The New York Times filed a new lawsuit challenging Secretary of Defense Pete Hegseth’s press access policy — and going into extensive detail, using an emoji to indicate the clear intent of the policy was to silence freedom of the press.
The policy effectively neutered Pentagon reporters by forcing them, as a condition of receiving Pentagon Facility Alternate Credentials (PFACs), to agree not to publish anything that was the product of leaks from within the administration — something even the vast majority of right-wing outlets refused to agree to.

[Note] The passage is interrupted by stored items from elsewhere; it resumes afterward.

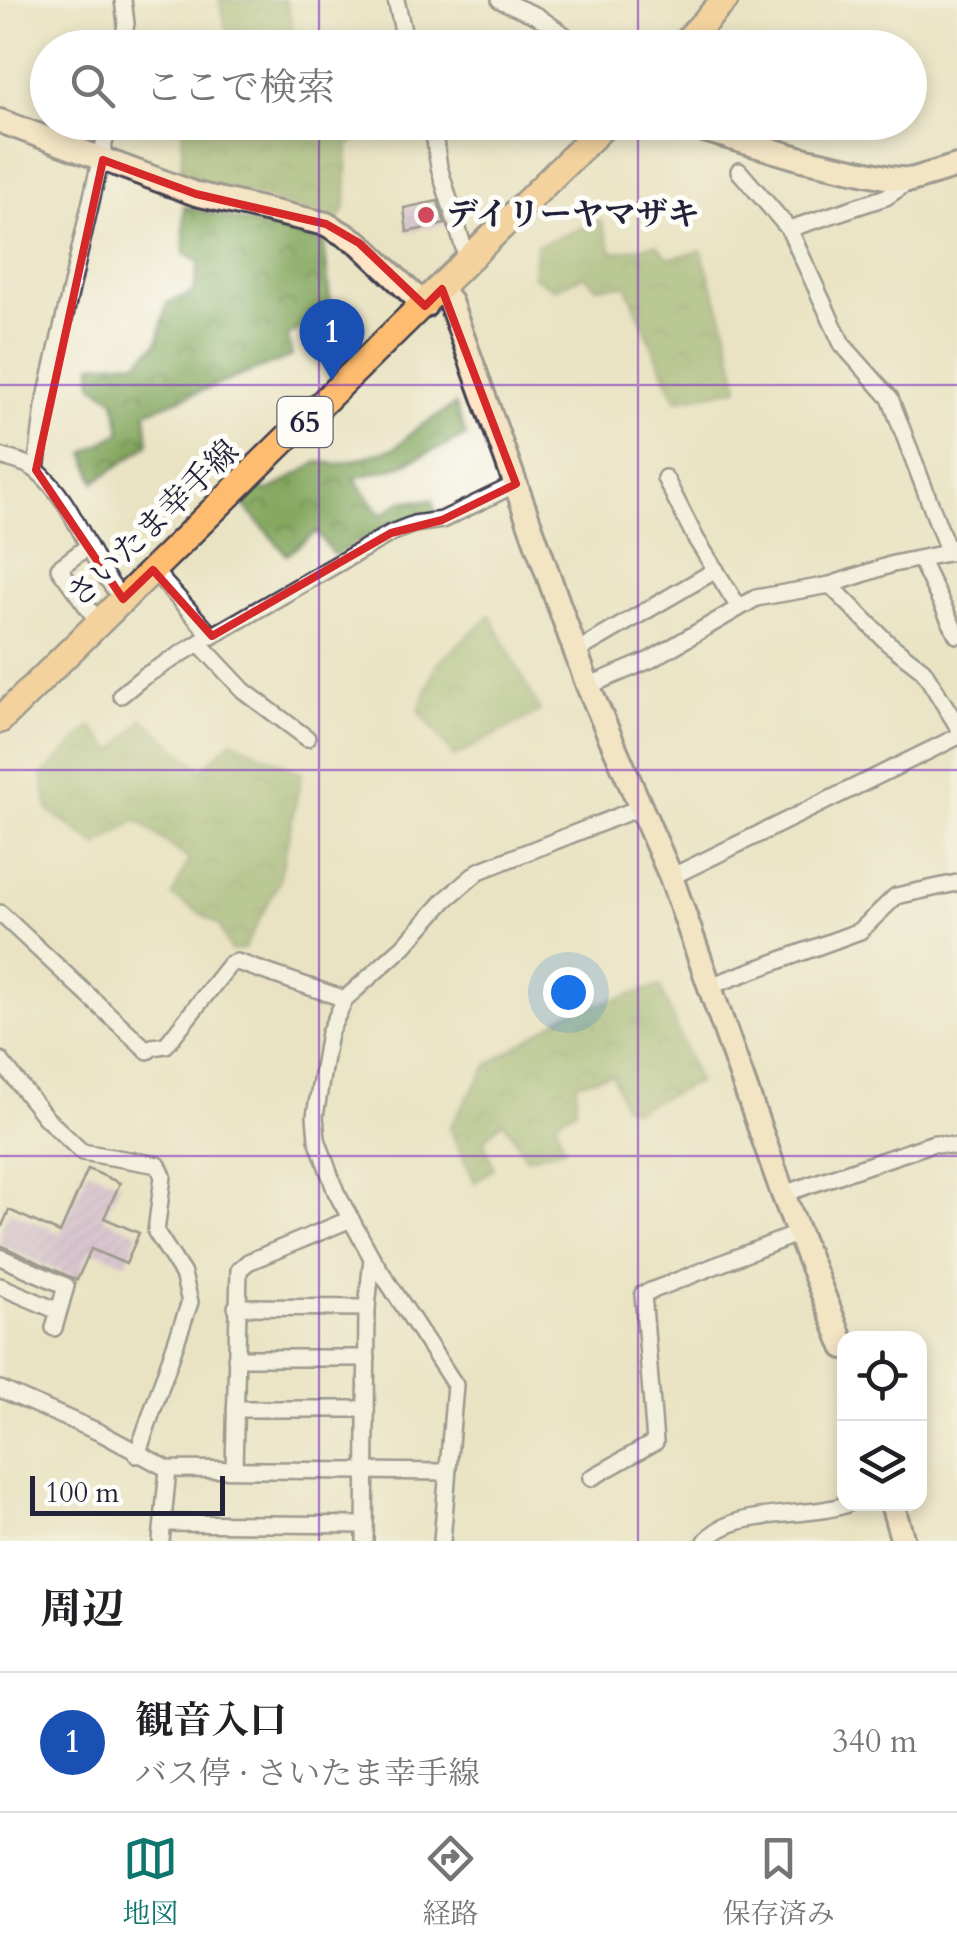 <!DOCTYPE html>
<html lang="ja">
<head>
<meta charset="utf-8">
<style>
	body { margin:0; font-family:Cardo,"Noto Serif JP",serif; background:#f6f6f6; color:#202124 }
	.controls { position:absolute; right:30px; bottom:30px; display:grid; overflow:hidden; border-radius:20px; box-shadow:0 5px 15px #0003 }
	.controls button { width:90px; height:90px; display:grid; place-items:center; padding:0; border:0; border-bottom:2px solid #e0e0e0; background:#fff; color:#202124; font:50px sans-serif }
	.scale { position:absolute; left:30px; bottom:25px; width:195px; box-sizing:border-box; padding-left:10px; border:5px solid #22223b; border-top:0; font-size:28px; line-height:35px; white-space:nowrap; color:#22223b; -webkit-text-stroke:8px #fdfcf7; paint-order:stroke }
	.you { position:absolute; left:568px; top:992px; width:35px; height:35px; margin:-25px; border:8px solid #fff; border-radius:50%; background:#1a73e8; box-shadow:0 0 0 15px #1a73e833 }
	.badge { display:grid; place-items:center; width:65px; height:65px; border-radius:50%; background:#0f766e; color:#fff; font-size:32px; font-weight:700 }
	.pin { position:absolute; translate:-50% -82px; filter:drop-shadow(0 2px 5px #0008) }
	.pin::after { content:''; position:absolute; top:52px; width:35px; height:30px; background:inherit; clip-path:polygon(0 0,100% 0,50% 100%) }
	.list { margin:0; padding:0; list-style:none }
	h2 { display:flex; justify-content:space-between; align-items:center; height:130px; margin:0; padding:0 40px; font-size:42px }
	h2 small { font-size:32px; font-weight:400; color:#757577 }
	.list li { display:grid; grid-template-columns:65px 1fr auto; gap:30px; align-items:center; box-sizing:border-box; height:140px; padding:0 40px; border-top:2px solid #e0e0e0 }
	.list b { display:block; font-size:38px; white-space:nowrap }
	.list p { margin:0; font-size:32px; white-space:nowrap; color:#757577 }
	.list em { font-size:32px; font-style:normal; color:#757577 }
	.icon { flex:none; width:55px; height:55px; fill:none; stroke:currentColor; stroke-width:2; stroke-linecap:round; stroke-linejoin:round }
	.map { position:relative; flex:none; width:957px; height:1541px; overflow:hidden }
	.search { position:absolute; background:#fff; box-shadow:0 5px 15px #0003; left:30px; right:30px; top:30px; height:110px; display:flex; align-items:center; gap:25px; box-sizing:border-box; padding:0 35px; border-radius:55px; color:#757577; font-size:38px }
	.sheet { height:270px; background:#fff }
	nav { display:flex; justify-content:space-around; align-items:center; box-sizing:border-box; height:140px; border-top:2px solid #e0e0e0; background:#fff; font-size:28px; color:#757577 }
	nav a { display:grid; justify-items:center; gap:5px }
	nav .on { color:#0f766e }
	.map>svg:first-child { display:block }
</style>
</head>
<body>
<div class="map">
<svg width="957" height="1541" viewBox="0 0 957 1541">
	<defs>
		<pattern id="forest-crowns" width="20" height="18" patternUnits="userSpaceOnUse" patternTransform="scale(2.5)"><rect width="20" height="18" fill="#82a65b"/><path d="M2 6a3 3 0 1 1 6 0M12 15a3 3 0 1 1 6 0" fill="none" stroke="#6a874c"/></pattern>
		<pattern id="building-hatch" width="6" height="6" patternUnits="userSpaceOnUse" patternTransform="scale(2.5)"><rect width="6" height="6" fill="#c39ede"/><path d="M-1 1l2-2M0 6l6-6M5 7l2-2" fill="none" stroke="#9e80b5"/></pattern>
	</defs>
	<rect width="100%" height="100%" fill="#fdfcf7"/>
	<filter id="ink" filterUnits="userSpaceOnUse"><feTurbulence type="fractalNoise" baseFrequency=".01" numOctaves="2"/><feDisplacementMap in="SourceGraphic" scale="20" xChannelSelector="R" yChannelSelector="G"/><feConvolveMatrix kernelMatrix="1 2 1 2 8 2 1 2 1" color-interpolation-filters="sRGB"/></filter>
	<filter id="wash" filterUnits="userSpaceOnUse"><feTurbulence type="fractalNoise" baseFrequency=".0048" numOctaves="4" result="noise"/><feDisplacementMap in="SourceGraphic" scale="40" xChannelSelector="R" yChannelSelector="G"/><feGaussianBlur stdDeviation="2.25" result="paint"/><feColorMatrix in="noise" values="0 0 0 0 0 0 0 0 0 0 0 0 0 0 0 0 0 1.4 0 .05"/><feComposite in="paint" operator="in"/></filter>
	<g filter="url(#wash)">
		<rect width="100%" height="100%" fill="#e9e3c3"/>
		<g fill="url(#forest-crowns)" stroke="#52644b" stroke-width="2.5">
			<polygon points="219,0 286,0 297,47 231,47"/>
			<polygon points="183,123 356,123 355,140 348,147 346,207 338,221 181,174"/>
			<polygon points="184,206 324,242 331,310 288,336 292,356 146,412 149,444 95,482 85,453 121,432 115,400 93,384 92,364 139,361 158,342 167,303 194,292 199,262 184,254"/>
			<polygon points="601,220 613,253 656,244 669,258 701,251 726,326 739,388 676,400 626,285 596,287 584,275 555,289 533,276 536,246"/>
			<polygon points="455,405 466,436 394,468 354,478 381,515 402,501 433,500 436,516 394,522 334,555 316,532 287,555 241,502 254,488 269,491 318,462 340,464 395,448 417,428"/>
			<polygon points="490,615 540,711 454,757 419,710 436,665"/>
			<polygon points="143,719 202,770 232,740 302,773 279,882 244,949 230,951 219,925 172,896 189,860 137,820 97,846 48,810 42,776 91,726 114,752"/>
			<polygon points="660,986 698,1082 635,1110 623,1105 612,1074 576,1083 576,1109 556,1121 564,1148 527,1158 503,1121 484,1141 494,1168 475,1182 449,1128 488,1065 569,1013"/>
		</g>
		<g id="blocks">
			<g fill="url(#building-hatch)">
				<polygon points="438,201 445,224 407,232 404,208"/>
				<polygon points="88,1169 120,1183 104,1218 139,1233 126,1264 91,1249 77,1280 0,1245 0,1231 9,1210 60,1233"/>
			</g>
		</g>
	</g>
	<g filter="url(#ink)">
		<use href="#blocks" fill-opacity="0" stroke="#403f4f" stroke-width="2.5"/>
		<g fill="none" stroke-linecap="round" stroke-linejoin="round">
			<g stroke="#403f4f" stroke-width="20">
				<g id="street">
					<polyline points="396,0 407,48"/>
					<polyline points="500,0 537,16 583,48"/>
					<polyline points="122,48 126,23 123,0"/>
					<polyline points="432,122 439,167 465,252 471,260"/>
					<polyline points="739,171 789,229 886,197 911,180"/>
					<polyline points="789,229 842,344 890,398 949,553"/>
					<path d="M0 456C12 460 26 462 36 470 77 503 88 562 123 599"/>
					<polyline points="36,470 44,407 109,122"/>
					<polyline points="665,478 696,539 738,606"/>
					<polyline points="87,547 59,568 99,623"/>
					<polyline points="920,559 957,635"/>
					<polyline points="153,570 212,636 391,533 414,524 442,520 516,484"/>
					<polyline points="830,585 888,643 923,670 957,725"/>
					<polyline points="199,643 244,691 307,738"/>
					<polyline points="577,651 716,570"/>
					<polyline points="588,686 650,660 756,598 830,585 893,564 957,551"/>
					<polyline points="121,695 143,677 204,640"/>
					<polyline points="671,877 957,737"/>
					<polyline points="0,913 148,1051 152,1047 166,1045 230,964 237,962 345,999"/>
					<polyline points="710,986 860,931 896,896 957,883"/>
					<polyline points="0,1060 46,1118 82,1152 158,1165 163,1176 156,1232 183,1274 190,1302 137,1455"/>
					<polyline points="783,1194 934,1143 957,1147"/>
					<polyline points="0,1257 66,1286 54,1328"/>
					<polyline points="0,1286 58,1311"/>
					<polyline points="236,1307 367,1308"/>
					<polyline points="236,1358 367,1358"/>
					<polyline points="0,1389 101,1433 168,1469 446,1472"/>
					<polyline points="235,1409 366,1409"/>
					<polyline points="234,1468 239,1270 248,1262 351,1219"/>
					<polyline points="591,1478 655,1442 643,1294 799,1233"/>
					<polyline points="163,1523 365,1525"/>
					<polyline points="161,1541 168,1469"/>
					<polyline points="365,1541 367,1308 372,1258"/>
					<polyline points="442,1541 455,1385 372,1258 336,1192 317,1139 315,1116 329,1033 345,999 404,946 445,900 479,871 639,808"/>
					<path d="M706 1541C732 1507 808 1519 847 1504"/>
				</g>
			</g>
			<g stroke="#403f4f" stroke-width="28">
				<g id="secondary">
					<polyline points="0,121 196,194 326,224 359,243 425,306"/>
					<polyline points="677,122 802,159 890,178 911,180 957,166"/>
					<polyline points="442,289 450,302 588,686 671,877 783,1194 844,1347"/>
					<polyline points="892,1504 903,1541"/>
				</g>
			</g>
			<g stroke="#403f4f" stroke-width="30">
				<g id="primary">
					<polyline points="680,48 725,0"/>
					<polyline points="0,720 608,122"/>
				</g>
			</g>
			<use href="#street" stroke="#fff" stroke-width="15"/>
			<use href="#secondary" stroke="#ffe4c6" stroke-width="22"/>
			<use href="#primary" stroke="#febc70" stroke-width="25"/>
		</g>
	</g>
	<path d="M0 0H957V1541H0ZM103 160 196 194 326 224 359 243 425 306 442 289 516 484 442 520 391 533 212 636 153 570 123 599 36 470Z" fill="#e9e3c3" fill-opacity=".55" fill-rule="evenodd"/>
	<path fill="none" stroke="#d62828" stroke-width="8" stroke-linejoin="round" d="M103 160 196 194 326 224 359 243 425 306 442 289 516 484 442 520 391 533 212 636 153 570 123 599 36 470Z"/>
	<path fill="none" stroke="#7b2cbf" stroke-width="2.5" stroke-opacity="0.55" d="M319 0V48M638 0V48M319 122V1541M638 122V1541M0 385H957M0 770H957M0 1156H957"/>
	<circle fill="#d1495b" stroke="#fdfcf7" stroke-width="4" cx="426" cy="215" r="10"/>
	<g text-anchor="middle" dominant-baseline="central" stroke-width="10" stroke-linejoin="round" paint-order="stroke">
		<rect fill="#fdfcf7" stroke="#646373" stroke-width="2.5" x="277.5" y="397" width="55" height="50" rx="8"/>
		<g font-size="30" font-weight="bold" fill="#22223b">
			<text x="305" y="422">65</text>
		</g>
		<g font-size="32" font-weight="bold" fill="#22223b" stroke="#fdfcf7" text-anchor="start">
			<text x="446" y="215">デイリーヤマザキ</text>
		</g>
		<g font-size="32" fill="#22223b" stroke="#fdfcf7">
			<text transform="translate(153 524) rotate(-44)">さいたま幸手線</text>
		</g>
	</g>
</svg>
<div class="controls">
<button><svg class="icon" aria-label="locate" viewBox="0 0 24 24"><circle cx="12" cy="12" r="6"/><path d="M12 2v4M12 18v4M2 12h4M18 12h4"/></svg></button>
<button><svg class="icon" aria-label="layers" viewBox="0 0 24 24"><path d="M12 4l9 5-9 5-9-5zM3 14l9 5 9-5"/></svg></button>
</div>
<div class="scale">100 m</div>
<div class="you"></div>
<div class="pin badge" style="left:332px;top:381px;background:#1a4fb4">1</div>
<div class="search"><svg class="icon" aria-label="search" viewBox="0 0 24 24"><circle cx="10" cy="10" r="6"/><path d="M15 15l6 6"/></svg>ここで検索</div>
</div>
<section class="sheet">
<h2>周辺<small></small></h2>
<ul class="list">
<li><span class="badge" style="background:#1a4fb4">1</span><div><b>観音入口</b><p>バス停 · さいたま幸手線</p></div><em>340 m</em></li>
</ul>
</section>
<nav>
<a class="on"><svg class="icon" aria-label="map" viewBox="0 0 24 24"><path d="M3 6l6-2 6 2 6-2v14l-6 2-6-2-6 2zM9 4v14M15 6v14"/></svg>地図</a>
<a><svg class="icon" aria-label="directions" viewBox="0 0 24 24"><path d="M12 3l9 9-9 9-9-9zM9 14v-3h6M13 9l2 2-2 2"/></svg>経路</a>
<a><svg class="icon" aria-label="saved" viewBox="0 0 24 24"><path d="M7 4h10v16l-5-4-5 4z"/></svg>保存済み</a>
</nav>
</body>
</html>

“Prior to the Department’s deadline, journalists with PFACs at The Times and virtually every other major news organization covering the Pentagon uniformly declined to sign the Acknowledgment,” said the complaint, saying that the overwhelming consensus among reporters was that the policy violated the First Amendment. “As a result, on October 15, 2025, they were compelled to turn in their PFACs. The vast majority of journalists and news outlets represented in the Pentagon Press Association (PPA) refused to sign the Acknowledgement.”
The lawsuit then went on to detail just how clearly the policy was an “intentional” move to stifle press access.
“Hegseth responded to news organizations making clear they could not sign the Policy by posting to his official X account an emoji of a hand waving goodbye,” said the suit.
Likewise, Public affairs official Sean Parnell “celebrated the Department’s success in driving longtime, independent reporters from the Pentagon, posting to X that ‘Americans have largely abandoned digesting their news through the lens of activists who masquerade as journalists in the mainstream media,’ and ‘[w]e look forward to beginning a fresh relationship with members of the new Pentagon press corps,’” — which were exclusively far-right bloggers and other entities favorable to the administration.
Already, judges have ruled against the Pentagon’s press access policy multiple times, but Hegseth has come back again and again with only minor revisions, in defiance of court orders.